Question

Carry out the following steps. a. Use implicit differentiation to find \(\frac{d y}{d x}\). b. Find the slope of the curve at the given point. $$\sqrt[3]{x}+\sqrt[3]{y^{4}}=2 ;(1,1)$$

Short answer

Answer: The slope of the curve at the point (1,1) is \(-\frac{3}{4}\).

Step-by-step solution

Implicit Differentiation

To find the derivative \(\frac{dy}{dx}\), differentiate both sides of the equation with respect to \(x\): $$\frac{d(\sqrt[3]{x})}{dx}+\frac{d(\sqrt[3]{y^4})}{dx}= \frac{d(2)}{dx}$$ Now let's find the derivatives for both terms: $$\frac{d(\sqrt[3]{x})}{dx}=\frac{1}{3x^{2/3}}$$ and $$\frac{d(\sqrt[3]{y^4})}{dx}=\frac{d(\sqrt[3]{y^4})}{dy}\cdot\frac{dy}{dx}=\frac{4}{3}y^{1/3}\cdot\frac{dy}{dx}$$ Now, substitute the derivatives back to the equation: $$\frac{1}{3x^{2/3}}+\frac{4}{3}y^{1/3}\cdot\frac{dy}{dx}=0$$ Now, find an expression for \(\frac{dy}{dx}\) by solving: $$\frac{dy}{dx}=-\frac{1}{4y^{1/3}}\cdot3x^{2/3}$$ $$\frac{dy}{dx}=-\frac{3x^{2/3}}{4y^{1/3}}$$

Find the slope at the given point (1,1)

Now, we will calculate the slope of the curve at the point (1,1) by substituting the x and y values in the derivative expression we found in Step 1: $$\frac{dy}{dx}=-\frac{3(1)^{2/3}}{4(1)^{1/3}}$$ $$\frac{dy}{dx}=-\frac{3}{4}$$ So, the slope of the curve at the point (1,1) is $$-\frac{3}{4}$$.

Key concepts

Derivative

Implicit differentiation is a technique used to find the derivative of functions that are not isolated, meaning they are mixed together in an equation. In the given problem, we are dealing with a function involving both \(x\) and \(y\):

• \(\sqrt[3]{x} + \sqrt[3]{y^4} = 2\)

To find the derivative \(\frac{dy}{dx}\), we differentiate both sides of the equation with respect to \(x\) using implicit differentiation. This involves:

• Applying the chain rule for each term.
• Recognizing that when differentiating \(y\), we must multiply by \(\frac{dy}{dx}\).

This results in a linear equation where you solve for \(\frac{dy}{dx}\). It helps you understand how \(y\) changes with \(x\), even when they are interlinked.

Slope

The slope of a curve at a particular point is essentially the gradient or steepness of the tangent line to the curve at that point. It tells us how sharply the curve is rising or falling:

• For a positive slope, the curve ascends.
• For a negative slope, the curve descends.
• A zero slope indicates a flat, horizontal tangent.

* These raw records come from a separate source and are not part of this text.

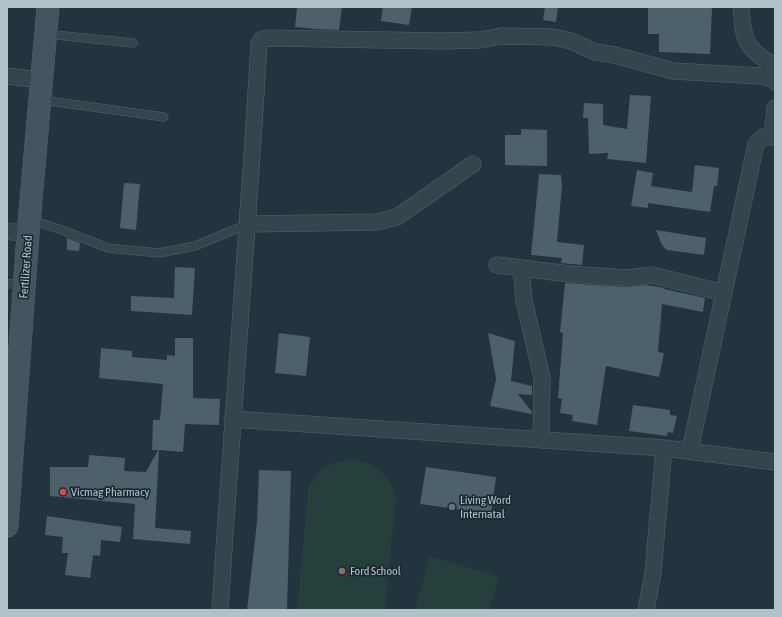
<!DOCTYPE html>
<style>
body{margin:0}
#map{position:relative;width:782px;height:617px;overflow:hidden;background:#22343d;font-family:"Asap Condensed",sans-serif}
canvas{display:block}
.frame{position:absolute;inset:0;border:8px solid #b2c0c8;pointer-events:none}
</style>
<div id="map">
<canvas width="782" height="617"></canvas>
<div class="frame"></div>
</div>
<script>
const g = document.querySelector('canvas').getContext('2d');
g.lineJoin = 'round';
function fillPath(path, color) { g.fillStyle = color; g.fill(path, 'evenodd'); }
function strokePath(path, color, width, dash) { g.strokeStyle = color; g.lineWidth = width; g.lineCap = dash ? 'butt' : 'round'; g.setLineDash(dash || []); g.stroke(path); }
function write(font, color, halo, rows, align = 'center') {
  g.font = font + ' "Asap Condensed",sans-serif'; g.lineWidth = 3.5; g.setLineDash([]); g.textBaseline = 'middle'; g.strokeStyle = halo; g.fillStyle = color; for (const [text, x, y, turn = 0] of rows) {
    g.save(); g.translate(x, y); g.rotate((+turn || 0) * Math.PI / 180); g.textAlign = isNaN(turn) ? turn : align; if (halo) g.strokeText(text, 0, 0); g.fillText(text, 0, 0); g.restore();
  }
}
fillPath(new Path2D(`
 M350 459C378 464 386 471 396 496L385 610H297L308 489C319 469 328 463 350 459Z
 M430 556 499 577 489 610H415Z`), '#25403c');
fillPath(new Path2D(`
 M297 7H342L339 30 316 29 295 27Z
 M383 7H412L409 25 381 21Z
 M545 7H558L556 22 543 20Z
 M648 7 712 8 710 54 659 52V34H648Z
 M630 95 651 96 646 163 607 159 608 153 589 154 588 118H583L584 103 603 104V125L627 129Z
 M521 129 547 130V166L505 165V135H521Z
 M695 165 719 168 717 186H714L710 212 648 203V208L631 206 637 170 653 173 651 186 692 192Z
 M539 174 561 175 562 186 557 242 584 245 582 265 561 263 562 258 531 255Z
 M124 183 140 184 136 230 120 228Z
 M656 230 706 238 704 255 667 250 662 245Z
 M67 238 80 243 79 251 67 250Z
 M175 267 195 268 192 315 131 311V296L174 298Z
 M565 283 627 287 646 285 659 287 664 288V289L705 298 703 312 662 304 658 352 664 353 659 377 606 366 597 425 572 421 573 415 560 413 562 399 558 398 563 333 560 332Z
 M279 333 310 337 306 376 275 373Z
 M488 333 515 341 511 381 532 386V395L518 394 532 412V414L490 406 496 379Z
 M175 338H193V398L220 399 219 425 185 424 183 452 159 450 155 528 191 531 190 544 133 539 135 504 50 496V467H88L89 455 125 458 124 471 146 472 158 450H152L153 420H160L163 384 99 378 101 348 132 351V357L167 360V355L175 356Z
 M633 405 670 410V415L677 416 673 433 668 432 667 436 629 431Z
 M426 467 496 477 491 514 420 504Z
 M259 470 291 471 287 610H247L257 522Z
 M47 516 122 527 120 542 101 540 100 556 93 555 90 578 65 575 68 553H62L63 537 45 535Z`), '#4d616a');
const lane = new Path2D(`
 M46 34 133 43
 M42 100 164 117
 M31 220 62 230 108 248 159 253 195 246 248 224
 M7 284 24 283`);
const street = new Path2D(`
 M741 7C744 37 742 44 768 62L769 78
 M7 76 41 80
 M772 137 775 108
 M248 224 377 222 397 217 473 164
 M7 231 28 234
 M497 265 569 274 628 278 652 275 724 293
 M521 268 524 300 542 378 541 440
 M232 419 664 448 775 462
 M690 450 756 144 763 137H775
 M220 610C232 421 248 233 259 44L261 40 268 38 443 41 480 40 502 36 553 37 571 41 595 52 615 55 673 71 761 76 773 79 775 82
 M646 610 653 573 664 448`);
const secondary = new Path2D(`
 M7 526 28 234 48 7`);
strokePath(lane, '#54636b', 9);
strokePath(street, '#54636b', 17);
strokePath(secondary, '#54636b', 23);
strokePath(lane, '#36454d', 8);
strokePath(street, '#36454d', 16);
strokePath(secondary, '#445560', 22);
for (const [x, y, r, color] of [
 [63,492,4,"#e0444e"],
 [452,507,4,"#6b7280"],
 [342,571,4,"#8d6e63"]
]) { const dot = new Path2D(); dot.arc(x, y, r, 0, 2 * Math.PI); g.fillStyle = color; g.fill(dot); strokePath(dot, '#1b2a32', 1.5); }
write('12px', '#b2c0c8', '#1b2a32', [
 ["Fertilizer Road",26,267,-86]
]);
write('12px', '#b2c0c8', '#1b2a32', [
 ["Vicmag Pharmacy",71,492],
 ["Living Word",460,500],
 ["Internatal",460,514],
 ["Ford School",350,571]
], 'left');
</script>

In our problem, once we found the derivative \(\frac{dy}{dx}\), the value of this derivative at a specific point gives us the slope at that point. For algebraic curves, the slope can vary across different points on the curve, reflecting the curve's changing direction and steepness.

Point (1,1)

When dealing with functions and their derivatives, knowing the specific point at which to evaluate the derivative is crucial. For this problem:

• The given point is \((1,1)\).
• You use these coordinates to substitute \(x=1\) and \(y=1\) into the derivative expression \(\frac{dy}{dx}\).

The coordinates of the point provide specific numerical values for \(x\) and \(y\). This allows us to calculate the exact slope of the curve at that particular point, showing precisely how steep the curve is at \((1,1)\). Without this point, you wouldn't get the precise slope value needed for detailed analysis.

Expression for \(\frac{dy}{dx}\)

In this exercise, finding an expression for \(\frac{dy}{dx}\) is key to understanding the relationship between \(y\) and \(x\) implicitly defined in the original equation. The step-by-step process is outlined as follows:

• Differentiate each term separately with respect to \(x\).
• Find the derivative of the constant, which is zero, leaving the other terms to solve for \(\frac{dy}{dx}\).

The expression we derived:

• \(\frac{dy}{dx} = -\frac{3x^{2/3}}{4y^{1/3}}\)

shows how \(y\) changes with respect to \(x\) for any point on the curve. This expression lets us plug in any values of \(x\) and \(y\) to find the slope at any point, making it an incredibly powerful tool for understanding the curve's geometry.